Strauss-Kahn accuses Sarkozy as France vote looms
France's presidential race headed into its home straight Saturday as ex-IMF boss Dominique Strauss-Kahn, a Socialist once tipped to win the vote, blamed Nicolas Sarkozy for his spectacular downfall.
The claim came as the battle between Sarkozy and the front-running Francois Hollande grew ever more bitter, with the incumbent accusing the Socialist of subjecting him to a "Stalinist trial" over his bid to woo the far right.
Strauss-Kahn, in his first major newspaper interview since his disgrace a year ago, told The Guardian that his fall was orchestrated by opponents to prevent him from standing as the Socialist candidate in the election.

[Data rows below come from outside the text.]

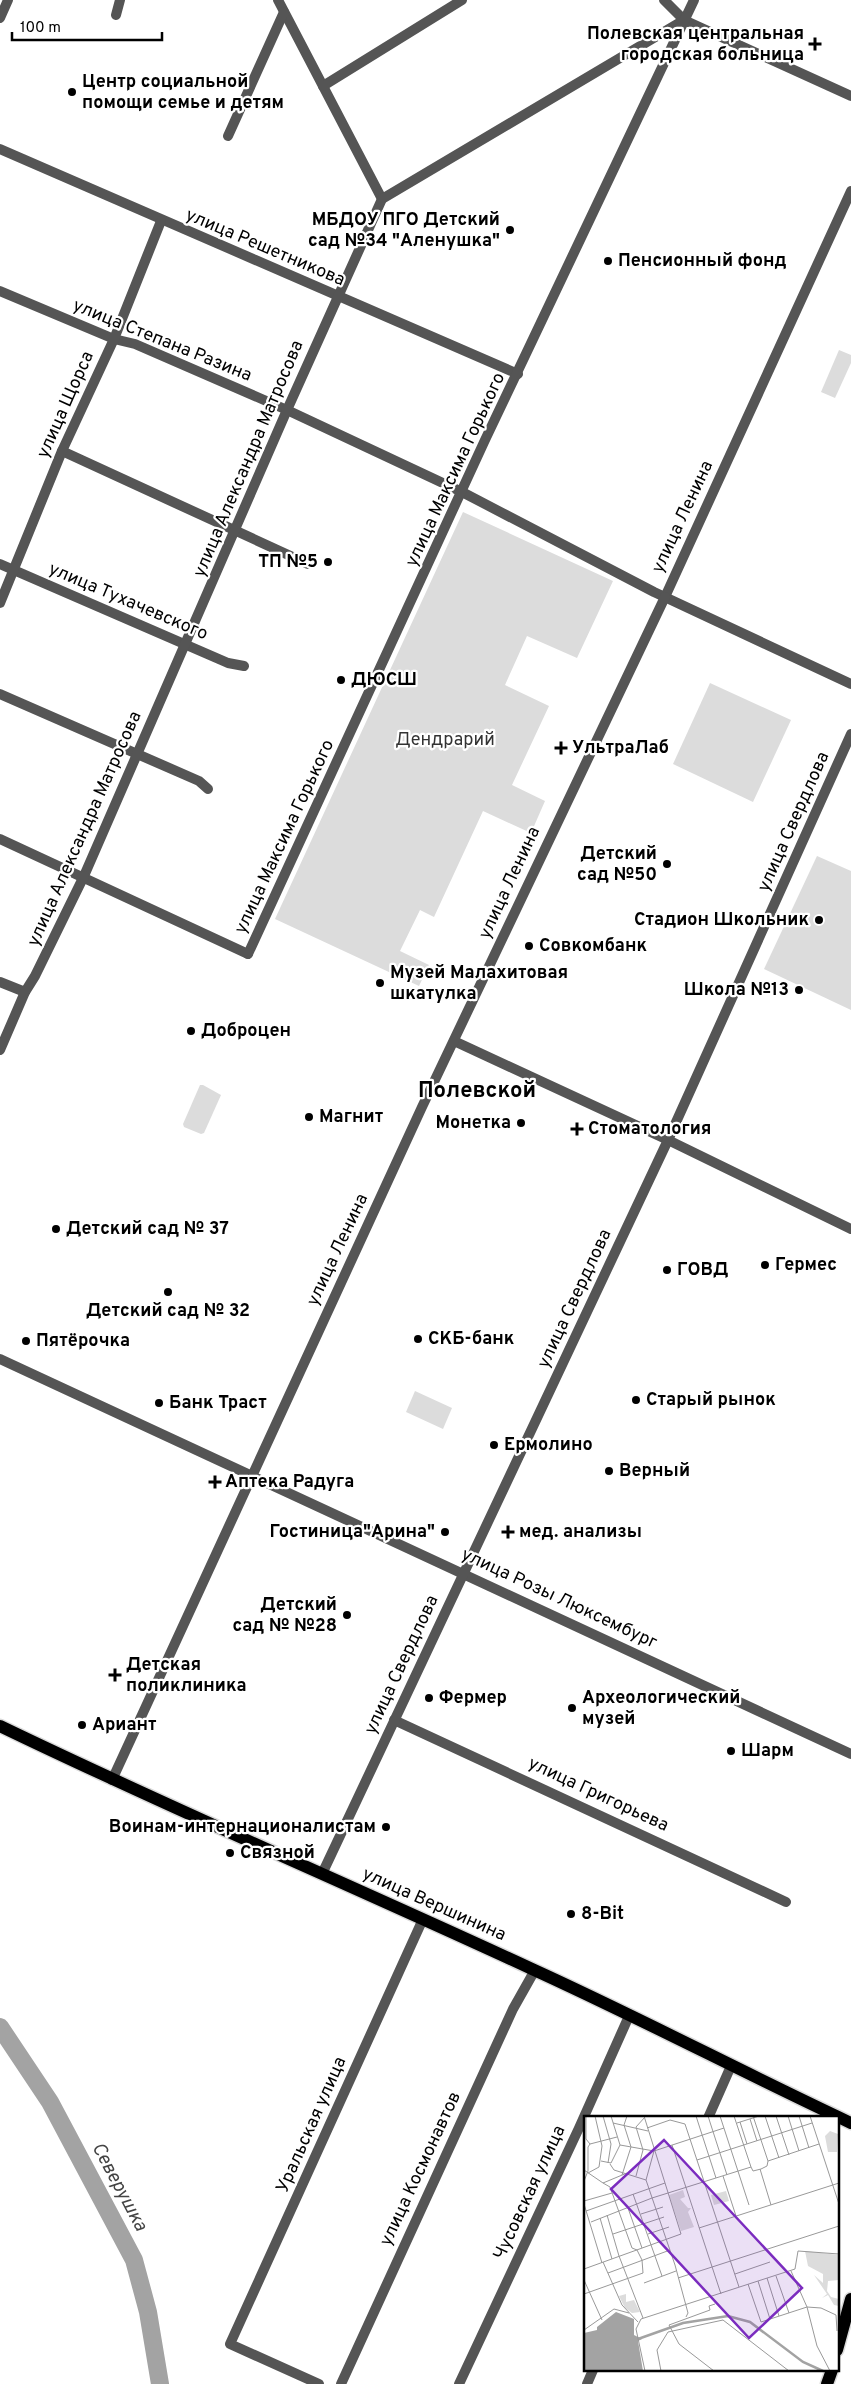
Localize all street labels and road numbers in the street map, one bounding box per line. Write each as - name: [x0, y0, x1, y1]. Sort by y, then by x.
- street label: улица Решетникова: [182, 204, 348, 292]
- street label: улица Степана Разина: [69, 295, 255, 387]
- street label: улица Александра Матросова: [189, 337, 309, 581]
- street label: улица Щорса: [32, 348, 100, 462]
- street label: улица Максима Горького: [401, 369, 511, 571]
- street label: улица Ленина: [647, 457, 719, 577]
- street label: улица Тухачевского: [45, 558, 211, 646]
- street label: улица Александра Матросова: [23, 708, 147, 950]
- street label: улица Максима Горького: [230, 736, 340, 938]
- street label: улица Свердлова: [753, 748, 835, 896]
- street label: улица Ленина: [474, 823, 546, 943]
- street label: улица Ленина: [302, 1190, 374, 1310]
- street label: улица Свердлова: [533, 1226, 617, 1372]
- street label: улица Розы Люксембург: [457, 1543, 661, 1655]
- street label: улица Свердлова: [360, 1592, 444, 1738]
- street label: улица Григорьева: [524, 1752, 672, 1838]
- street label: улица Вершинина: [359, 1863, 509, 1947]
- street label: Уральская улица: [272, 2053, 352, 2197]
- street label: улица Космонавтов: [375, 2088, 467, 2250]
- street label: Чусовская улица: [489, 2122, 571, 2264]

The ex-International Monetary Fund boss had been favoured to win the vote until May last year, when he was arrested in New York and accused of sexually assaulting a hotel maid, Nafissatou Diallo. The charges were later dropped.
Strauss-Kahn said that although he did not believe the incident with Diallo was a setup, the subsequent escalation of the event into a criminal investigation was "shaped by those with a political agenda."
"Perhaps I was politically naive, but I simply did not believe that they would go that far -- I didn't think they could find anything that could stop me," Strauss-Kahn told the British daily.
The Guardian said it is clear that the "they" refers to people working for Sarkozy and his UMP party.
Strauss-Kahn accuses the agents of intercepting phone calls and ensuring that Diallo went to the police to make her accusations.
He believes he was under surveillance in the days before the encounter, and had removed encryption from his phones because of technical problems, the interview said.
A New York lawyer representing Diallo in an ongoing civil lawsuit against Strauss-Kahn dismissed as "utter nonsense" that there had been any political intrigue.
Opinion polls show that Hollande is expected to win the election run-off against Sarkozy on May 6.
Strauss-Kahn said he was sure he would now be in Hollande's shoes had it not been for the events at the Sofitel hotel in Manhattan on May 14 last year.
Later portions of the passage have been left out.